Bei seinen Ausführungen unterscheidet der Vf. methodisch das Phänomen der "Besessenheit" und das des "Exorzismus" und versucht nachzuweisen, dass Ersteres im zeitgenössischen Umfeld des Neuen Testaments ein bekanntes und verbreitetes Konzept mit langen traditionsgeschichtlichen Wurzeln war, das Phänomen des Exorzismus allerdings in seiner Konzentration in der Jesusüberlieferung eine Eigenheit darstellt und seine Wurzeln im hellenistischen Judentum hat. Die sozialintegrierende und Reinheit stiftende Funktion der Exorzismen Jesu würden dann in der Mission der frühen Kirche entfaltet.

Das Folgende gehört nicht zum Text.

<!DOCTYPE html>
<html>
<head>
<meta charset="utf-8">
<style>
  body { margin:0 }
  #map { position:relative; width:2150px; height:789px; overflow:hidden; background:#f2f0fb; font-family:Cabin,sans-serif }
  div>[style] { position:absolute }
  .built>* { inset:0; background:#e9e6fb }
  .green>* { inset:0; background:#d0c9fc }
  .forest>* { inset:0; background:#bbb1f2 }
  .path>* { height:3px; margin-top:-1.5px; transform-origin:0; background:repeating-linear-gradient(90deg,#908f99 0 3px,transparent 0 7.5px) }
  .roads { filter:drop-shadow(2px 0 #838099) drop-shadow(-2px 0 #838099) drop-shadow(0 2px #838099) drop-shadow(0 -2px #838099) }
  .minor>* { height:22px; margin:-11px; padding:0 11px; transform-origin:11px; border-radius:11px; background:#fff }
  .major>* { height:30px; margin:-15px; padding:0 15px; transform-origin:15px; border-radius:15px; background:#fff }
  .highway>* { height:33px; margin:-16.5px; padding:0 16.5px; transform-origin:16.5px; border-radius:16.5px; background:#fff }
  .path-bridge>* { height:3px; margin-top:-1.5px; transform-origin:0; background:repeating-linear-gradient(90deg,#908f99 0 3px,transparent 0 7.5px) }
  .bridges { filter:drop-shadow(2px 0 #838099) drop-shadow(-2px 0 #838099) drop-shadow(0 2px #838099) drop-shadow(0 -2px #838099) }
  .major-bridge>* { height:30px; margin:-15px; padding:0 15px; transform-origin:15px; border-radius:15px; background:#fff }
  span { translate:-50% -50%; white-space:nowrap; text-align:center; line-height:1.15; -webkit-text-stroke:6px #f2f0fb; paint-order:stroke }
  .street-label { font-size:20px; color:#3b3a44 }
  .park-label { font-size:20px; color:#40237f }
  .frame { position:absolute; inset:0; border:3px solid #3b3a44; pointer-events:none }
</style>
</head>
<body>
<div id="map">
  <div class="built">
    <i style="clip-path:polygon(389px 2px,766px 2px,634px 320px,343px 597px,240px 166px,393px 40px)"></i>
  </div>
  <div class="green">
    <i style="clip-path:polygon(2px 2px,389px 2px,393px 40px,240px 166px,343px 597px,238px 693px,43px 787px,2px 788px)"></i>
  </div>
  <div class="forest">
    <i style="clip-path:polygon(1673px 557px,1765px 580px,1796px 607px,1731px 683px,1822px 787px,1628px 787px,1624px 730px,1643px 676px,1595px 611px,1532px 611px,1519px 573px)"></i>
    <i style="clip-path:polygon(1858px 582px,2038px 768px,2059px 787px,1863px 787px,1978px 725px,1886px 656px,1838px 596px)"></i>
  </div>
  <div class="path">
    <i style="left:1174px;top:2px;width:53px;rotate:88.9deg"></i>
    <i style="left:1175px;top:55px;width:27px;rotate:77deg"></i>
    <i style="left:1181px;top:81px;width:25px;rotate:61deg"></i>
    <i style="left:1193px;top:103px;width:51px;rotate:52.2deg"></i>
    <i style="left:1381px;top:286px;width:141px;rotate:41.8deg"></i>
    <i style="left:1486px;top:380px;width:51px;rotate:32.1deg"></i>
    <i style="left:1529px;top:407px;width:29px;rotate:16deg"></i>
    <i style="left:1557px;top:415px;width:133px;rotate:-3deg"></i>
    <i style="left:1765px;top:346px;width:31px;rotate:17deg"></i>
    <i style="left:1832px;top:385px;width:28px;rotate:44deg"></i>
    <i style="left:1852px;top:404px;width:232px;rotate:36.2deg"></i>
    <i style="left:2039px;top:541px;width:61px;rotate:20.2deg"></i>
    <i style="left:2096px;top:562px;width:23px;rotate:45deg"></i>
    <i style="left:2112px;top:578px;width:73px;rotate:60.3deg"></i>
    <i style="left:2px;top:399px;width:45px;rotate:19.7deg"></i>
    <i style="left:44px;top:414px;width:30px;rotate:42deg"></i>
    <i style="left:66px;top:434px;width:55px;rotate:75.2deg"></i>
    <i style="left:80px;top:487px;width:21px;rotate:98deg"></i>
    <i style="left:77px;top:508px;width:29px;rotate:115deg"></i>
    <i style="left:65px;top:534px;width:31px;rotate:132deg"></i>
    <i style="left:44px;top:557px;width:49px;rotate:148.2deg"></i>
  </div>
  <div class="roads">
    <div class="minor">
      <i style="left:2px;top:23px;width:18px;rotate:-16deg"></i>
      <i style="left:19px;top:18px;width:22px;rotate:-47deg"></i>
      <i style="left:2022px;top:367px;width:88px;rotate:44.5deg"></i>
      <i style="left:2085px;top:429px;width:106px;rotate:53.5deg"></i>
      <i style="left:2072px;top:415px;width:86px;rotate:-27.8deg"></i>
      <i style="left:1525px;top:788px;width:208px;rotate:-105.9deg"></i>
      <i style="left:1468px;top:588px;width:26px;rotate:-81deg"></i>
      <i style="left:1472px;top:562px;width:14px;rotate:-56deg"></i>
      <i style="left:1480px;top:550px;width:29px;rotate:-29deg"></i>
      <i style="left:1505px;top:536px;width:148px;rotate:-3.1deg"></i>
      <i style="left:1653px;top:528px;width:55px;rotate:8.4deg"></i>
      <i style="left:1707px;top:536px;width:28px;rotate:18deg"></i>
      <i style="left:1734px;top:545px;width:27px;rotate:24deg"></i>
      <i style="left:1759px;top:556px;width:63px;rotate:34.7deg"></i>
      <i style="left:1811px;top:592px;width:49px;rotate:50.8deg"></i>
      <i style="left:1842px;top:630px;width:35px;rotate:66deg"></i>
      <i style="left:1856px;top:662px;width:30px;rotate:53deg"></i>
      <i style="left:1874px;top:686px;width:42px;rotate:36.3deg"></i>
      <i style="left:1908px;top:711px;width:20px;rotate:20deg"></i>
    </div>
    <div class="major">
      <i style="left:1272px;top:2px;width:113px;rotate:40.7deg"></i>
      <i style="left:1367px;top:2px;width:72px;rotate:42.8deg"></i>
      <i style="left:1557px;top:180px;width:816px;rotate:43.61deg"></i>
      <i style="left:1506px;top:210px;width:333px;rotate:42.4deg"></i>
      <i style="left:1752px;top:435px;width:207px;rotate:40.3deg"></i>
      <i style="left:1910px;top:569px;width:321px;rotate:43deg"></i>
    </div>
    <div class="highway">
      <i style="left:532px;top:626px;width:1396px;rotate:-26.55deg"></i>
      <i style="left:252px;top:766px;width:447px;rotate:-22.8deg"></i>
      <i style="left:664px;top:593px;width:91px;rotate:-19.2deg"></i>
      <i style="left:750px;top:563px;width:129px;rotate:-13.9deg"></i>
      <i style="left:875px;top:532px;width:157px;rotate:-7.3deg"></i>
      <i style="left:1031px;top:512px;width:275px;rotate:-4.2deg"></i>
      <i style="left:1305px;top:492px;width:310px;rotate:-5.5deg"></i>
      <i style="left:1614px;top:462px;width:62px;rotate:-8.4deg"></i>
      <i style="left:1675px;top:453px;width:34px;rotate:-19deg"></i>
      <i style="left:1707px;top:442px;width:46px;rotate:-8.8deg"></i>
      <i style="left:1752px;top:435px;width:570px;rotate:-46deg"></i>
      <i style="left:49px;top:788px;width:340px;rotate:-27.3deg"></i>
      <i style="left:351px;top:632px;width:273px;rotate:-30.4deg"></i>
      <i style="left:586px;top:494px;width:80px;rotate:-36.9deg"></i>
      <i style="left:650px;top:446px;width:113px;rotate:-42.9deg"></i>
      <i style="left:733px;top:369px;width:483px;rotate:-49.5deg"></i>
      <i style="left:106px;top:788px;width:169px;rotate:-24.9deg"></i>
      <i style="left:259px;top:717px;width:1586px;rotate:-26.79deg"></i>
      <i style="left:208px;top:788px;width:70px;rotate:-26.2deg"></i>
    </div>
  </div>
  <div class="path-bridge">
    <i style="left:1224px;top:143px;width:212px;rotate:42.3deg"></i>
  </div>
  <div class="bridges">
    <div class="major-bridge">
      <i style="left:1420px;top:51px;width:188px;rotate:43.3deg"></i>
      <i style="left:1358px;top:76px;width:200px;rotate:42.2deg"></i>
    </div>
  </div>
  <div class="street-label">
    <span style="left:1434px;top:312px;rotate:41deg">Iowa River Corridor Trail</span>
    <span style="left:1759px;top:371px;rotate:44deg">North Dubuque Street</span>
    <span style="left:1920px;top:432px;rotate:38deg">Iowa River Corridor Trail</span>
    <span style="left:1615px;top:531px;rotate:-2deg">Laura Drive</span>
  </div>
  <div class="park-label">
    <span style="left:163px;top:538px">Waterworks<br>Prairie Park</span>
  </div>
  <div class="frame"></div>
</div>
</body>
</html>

Diese Hauptlinie der Argumentation liegt durchaus im Mainstream der Forschung. Betreffend der religionsgeschichtlichen Herleitung aus dem Alten Orient ist etwa die besondere Berücksichtigung des Zoroastrismus und des persischen Dualismus, dem in Kapitel 2 großer Raum gegeben wird, schon seit Plutarchs De defectu oraculorum (Mor 415A-418D) fester Bestandteil der religionsgeschichtlichen Diskussion der benannten Phänomene, und hinter dem vom Vf. zusätzlich postulierten Einfluss der Apokalyptik steht im Grunde das Beziehungsdreieck Parsismus - Apokalyptik - Dämonenglaube, das seit Johannes Weiss (Die Predigt vom Reiche Gottes, 1900) für das Neue Testament als grundlegend vorgeschlagen wurde.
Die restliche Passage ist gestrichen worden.